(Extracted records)
----
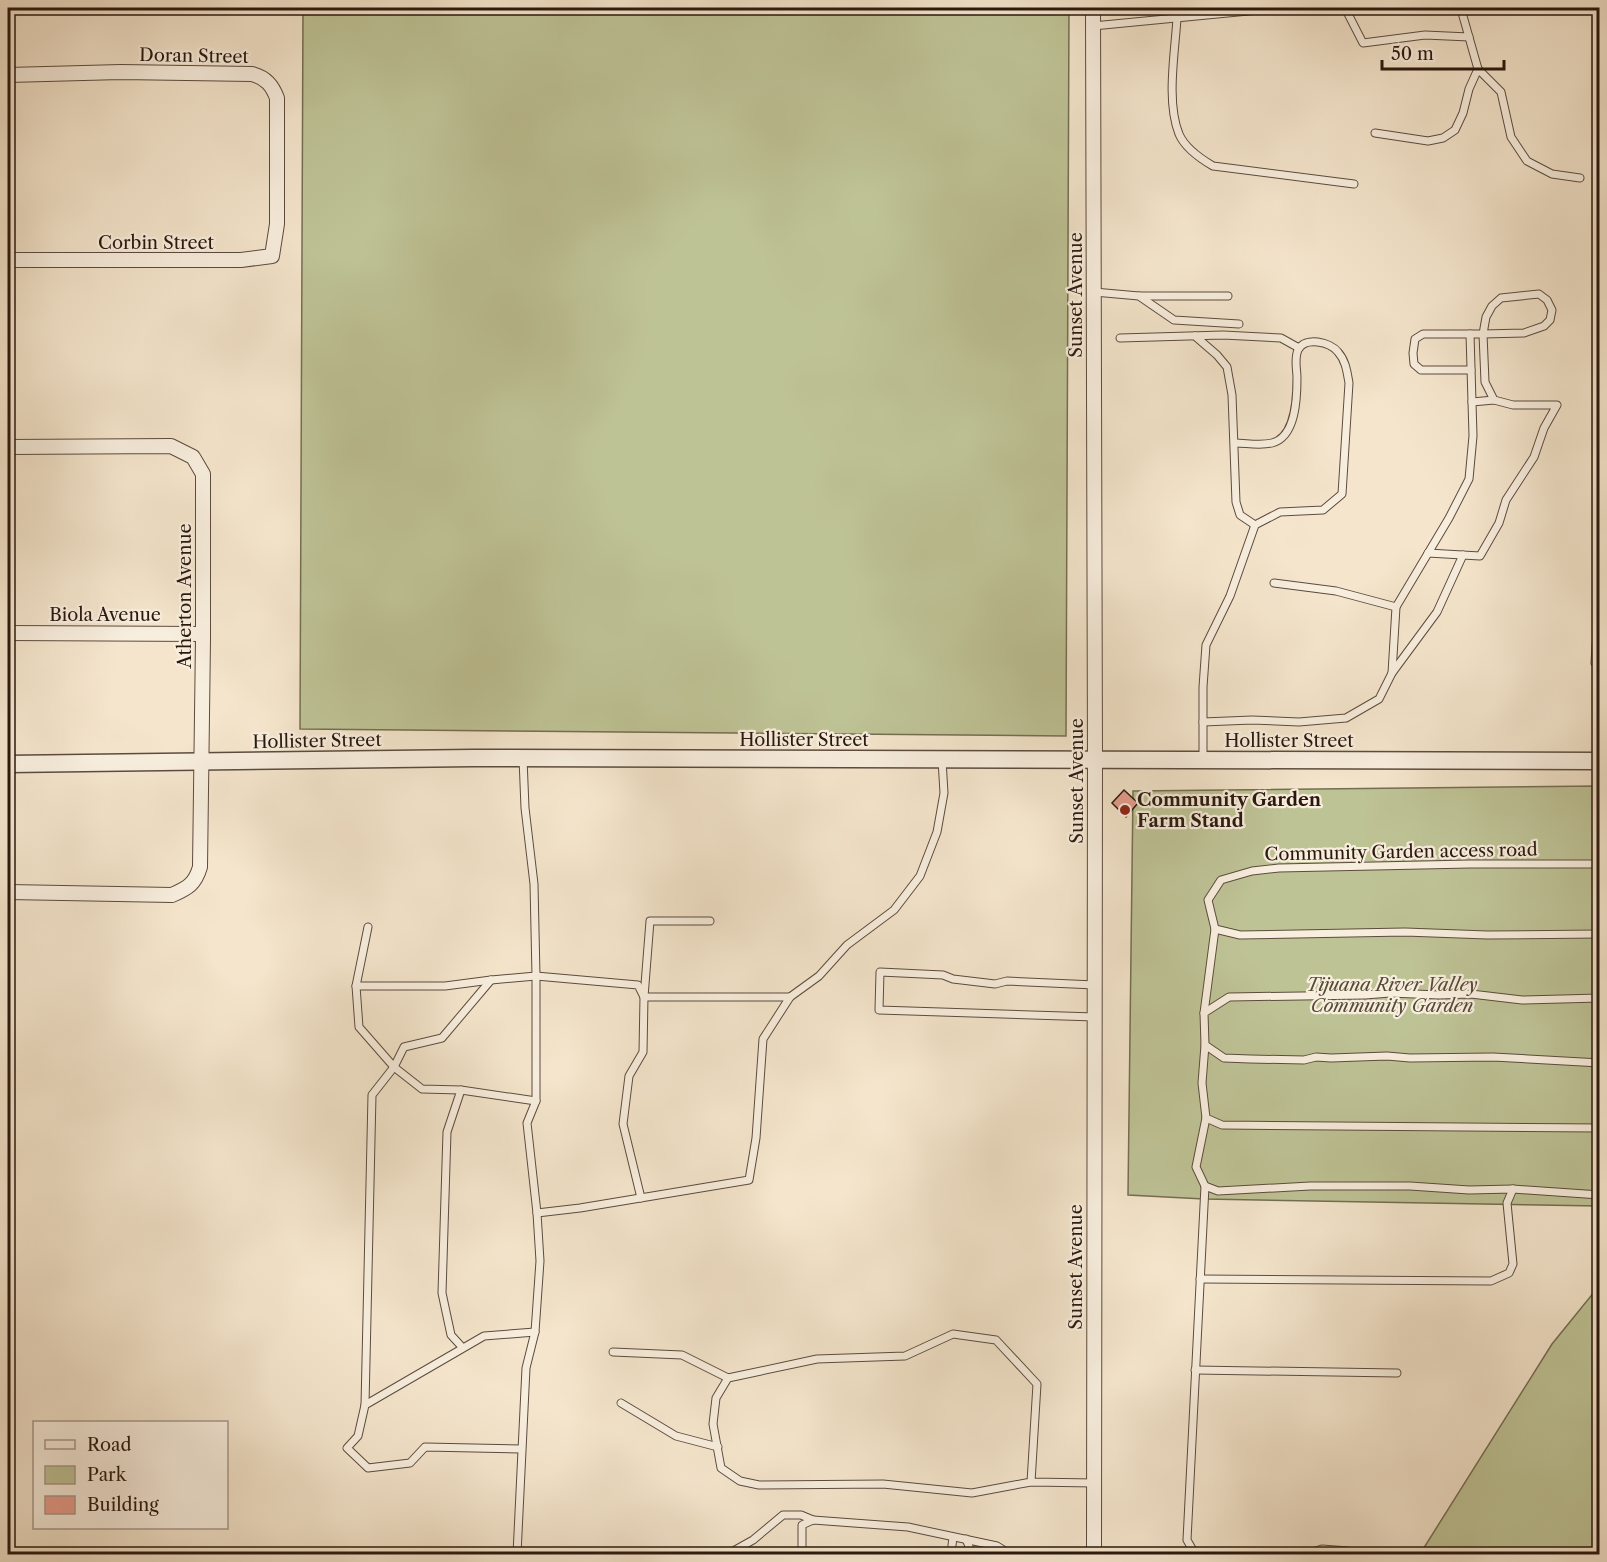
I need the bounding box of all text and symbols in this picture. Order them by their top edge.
scale bar [1382,33,1504,71]
text: 50 m [1391,43,1434,65]
street label: Doran Street [139,44,250,68]
street label: Corbin Street [98,232,215,254]
street label: Sunset Avenue [1065,232,1087,358]
street label: Atherton Avenue [174,523,196,670]
street label: Biola Avenue [49,604,161,626]
street label: Sunset Avenue [1066,718,1088,844]
street label: Hollister Street [252,729,383,753]
street label: Hollister Street [739,729,869,751]
street label: Hollister Street [1224,730,1354,752]
place label: Community Garden Farm Stand [1137,789,1322,832]
marker: Community Garden Farm Stand [1118,803,1132,817]
street label: Community Garden access road [1264,839,1538,865]
park label: Tijuana River Valley Community Garden [1307,974,1477,1017]
street label: Sunset Avenue [1065,1204,1087,1330]
legend [33,1421,228,1529]
text: Road [87,1434,132,1456]
text: Park [87,1464,128,1486]
text: Building [87,1494,159,1516]

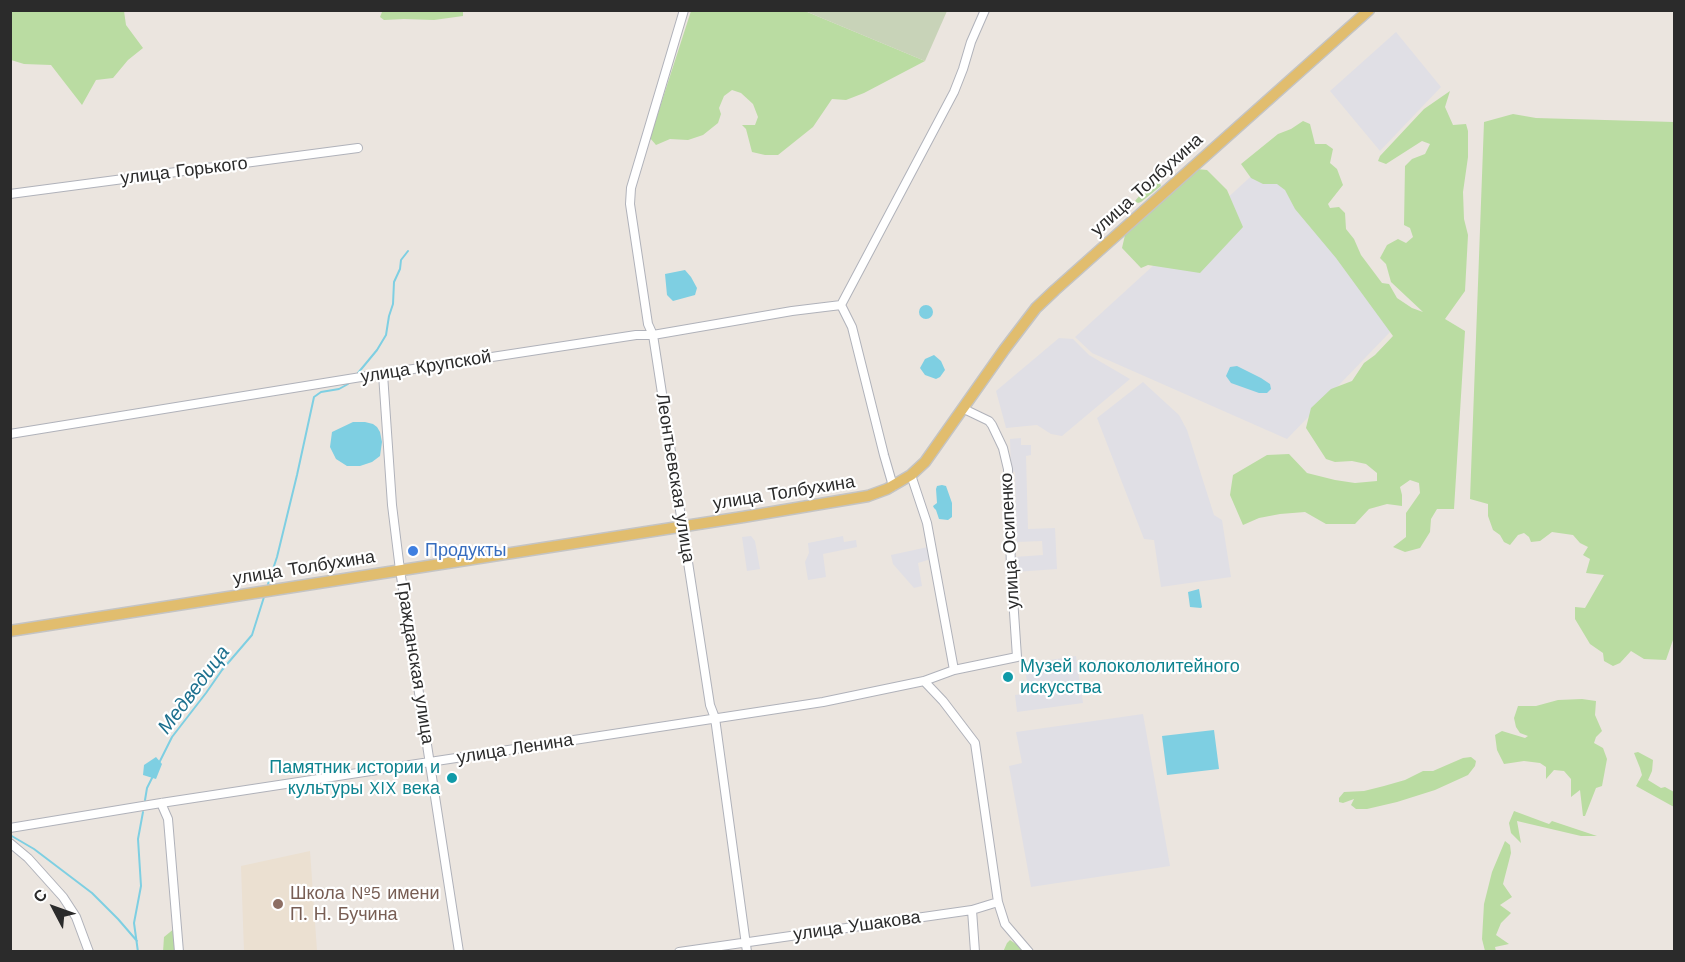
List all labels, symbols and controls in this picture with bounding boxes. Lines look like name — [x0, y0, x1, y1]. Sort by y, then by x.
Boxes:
street label: улица Толбухина — [1087, 129, 1207, 241]
street label: улица Горького — [119, 152, 249, 190]
street label: улица Крупской — [359, 346, 493, 388]
street label: Леонтьевская улица — [651, 392, 699, 564]
street label: улица Толбухина — [712, 471, 856, 515]
street label: улица Осипенко — [996, 472, 1024, 610]
place label: Продукты — [425, 540, 506, 562]
marker: Продукты — [406, 544, 420, 558]
street label: улица Толбухина — [232, 546, 376, 590]
street label: Гражданская улица — [392, 580, 438, 746]
water label: Медведица — [153, 641, 235, 739]
place label: Музей колокололитейного искусства — [1020, 656, 1240, 698]
marker: Музей колокололитейного искусства — [1001, 670, 1015, 684]
street label: улица Ленина — [455, 729, 575, 769]
place label: Памятник истории и культуры XIX века — [269, 757, 440, 800]
marker: Памятник истории и культуры XIX века — [445, 771, 459, 785]
north arrow — [24, 878, 84, 938]
place label: Школа №5 имени П. Н. Бучина — [290, 883, 440, 926]
text: С — [29, 885, 51, 906]
marker: Школа №5 имени П. Н. Бучина — [271, 897, 285, 911]
street label: улица Ушакова — [792, 906, 922, 946]

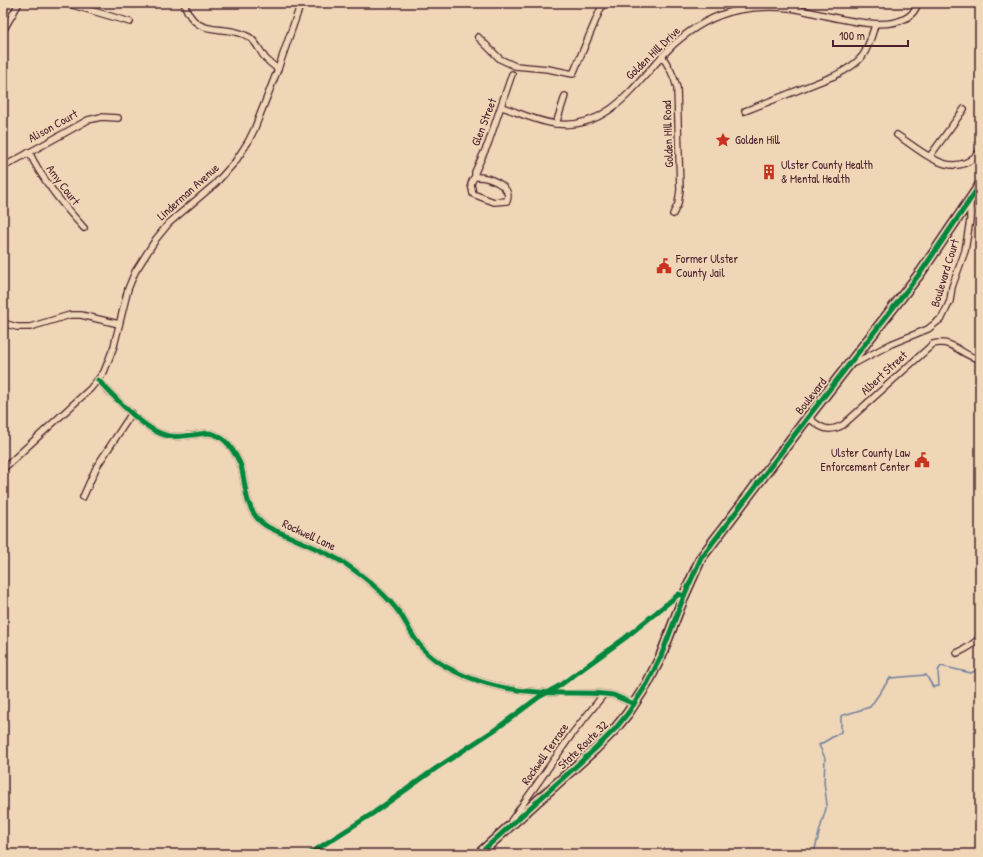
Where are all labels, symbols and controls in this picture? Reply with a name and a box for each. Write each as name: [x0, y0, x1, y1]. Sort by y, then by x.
street label: Golden Hill Drive: [621, 22, 684, 83]
scale bar: [833, 22, 908, 48]
text: 100 m: [839, 27, 865, 44]
street label: Glen Street: [467, 95, 501, 148]
street label: Golden Hill Road: [658, 100, 677, 168]
street label: Alison Court: [25, 105, 81, 146]
place icon: Golden Hill: [714, 131, 732, 149]
place label: Golden Hill: [735, 131, 781, 148]
place label: Ulster County Health & Mental Health: [781, 156, 873, 187]
street label: Linderman Avenue: [153, 159, 223, 224]
street label: Amy Court: [43, 161, 85, 209]
building icon: Ulster County Health & Mental Health: [760, 163, 778, 181]
street label: Boulevard Court: [926, 236, 963, 309]
place label: Former Ulster County Jail: [675, 250, 739, 281]
public building icon: Former Ulster County Jail: [655, 257, 673, 275]
street label: Albert Street: [857, 346, 911, 399]
street label: Boulevard: [791, 373, 831, 418]
place label: Ulster County Law Enforcement Center: [821, 444, 910, 475]
public building icon: Ulster County Law Enforcement Center: [913, 451, 931, 469]
street label: Rockwell Lane: [280, 515, 339, 555]
street label: State Route 32: [554, 716, 612, 773]
street label: Rockwell Terrace: [517, 719, 572, 788]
----
### What is expected
Please print all of the records above exactly, omitting each picture.

### Response to the exercise
I need the bounding box of all text and symbols in this picture. Order them by their top edge.
scale bar [1382,33,1504,71]
text: 50 m [1391,43,1434,65]
street label: Doran Street [139,44,250,68]
street label: Corbin Street [98,232,215,254]
street label: Sunset Avenue [1065,232,1087,358]
street label: Atherton Avenue [174,523,196,670]
street label: Biola Avenue [49,604,161,626]
street label: Sunset Avenue [1066,718,1088,844]
street label: Hollister Street [252,729,383,753]
street label: Hollister Street [739,729,869,751]
street label: Hollister Street [1224,730,1354,752]
place label: Community Garden Farm Stand [1137,789,1322,832]
marker: Community Garden Farm Stand [1118,803,1132,817]
street label: Community Garden access road [1264,839,1538,865]
park label: Tijuana River Valley Community Garden [1307,974,1477,1017]
street label: Sunset Avenue [1065,1204,1087,1330]
legend [33,1421,228,1529]
text: Road [87,1434,132,1456]
text: Park [87,1464,128,1486]
text: Building [87,1494,159,1516]

List all labels, symbols and controls in this picture with bounding boxes. Lines look like name — [x0, y0, x1, y1]. Sort by y, then by x.
Boxes:
street label: улица Толбухина — [1087, 129, 1207, 241]
street label: улица Горького — [119, 152, 249, 190]
street label: улица Крупской — [359, 346, 493, 388]
street label: Леонтьевская улица — [651, 392, 699, 564]
street label: улица Толбухина — [712, 471, 856, 515]
street label: улица Осипенко — [996, 472, 1024, 610]
place label: Продукты — [425, 540, 506, 562]
marker: Продукты — [406, 544, 420, 558]
street label: улица Толбухина — [232, 546, 376, 590]
street label: Гражданская улица — [392, 580, 438, 746]
water label: Медведица — [153, 641, 235, 739]
place label: Музей колокололитейного искусства — [1020, 656, 1240, 698]
marker: Музей колокололитейного искусства — [1001, 670, 1015, 684]
street label: улица Ленина — [455, 729, 575, 769]
place label: Памятник истории и культуры XIX века — [269, 757, 440, 800]
marker: Памятник истории и культуры XIX века — [445, 771, 459, 785]
north arrow — [24, 878, 84, 938]
place label: Школа №5 имени П. Н. Бучина — [290, 883, 440, 926]
text: С — [29, 885, 51, 906]
marker: Школа №5 имени П. Н. Бучина — [271, 897, 285, 911]
street label: улица Ушакова — [792, 906, 922, 946]

Where are all labels, symbols and controls in this picture? Reply with a name and a box for each. Write each as name: [x0, y0, x1, y1]. Sort by y, then by x.
street label: Golden Hill Drive: [621, 22, 684, 83]
scale bar: [833, 22, 908, 48]
text: 100 m: [839, 27, 865, 44]
street label: Glen Street: [467, 95, 501, 148]
street label: Golden Hill Road: [658, 100, 677, 168]
street label: Alison Court: [25, 105, 81, 146]
place icon: Golden Hill: [714, 131, 732, 149]
place label: Golden Hill: [735, 131, 781, 148]
place label: Ulster County Health & Mental Health: [781, 156, 873, 187]
street label: Linderman Avenue: [153, 159, 223, 224]
street label: Amy Court: [43, 161, 85, 209]
building icon: Ulster County Health & Mental Health: [760, 163, 778, 181]
street label: Boulevard Court: [926, 236, 963, 309]
place label: Former Ulster County Jail: [675, 250, 739, 281]
public building icon: Former Ulster County Jail: [655, 257, 673, 275]
street label: Albert Street: [857, 346, 911, 399]
street label: Boulevard: [791, 373, 831, 418]
place label: Ulster County Law Enforcement Center: [821, 444, 910, 475]
public building icon: Ulster County Law Enforcement Center: [913, 451, 931, 469]
street label: Rockwell Lane: [280, 515, 339, 555]
street label: State Route 32: [554, 716, 612, 773]
street label: Rockwell Terrace: [517, 719, 572, 788]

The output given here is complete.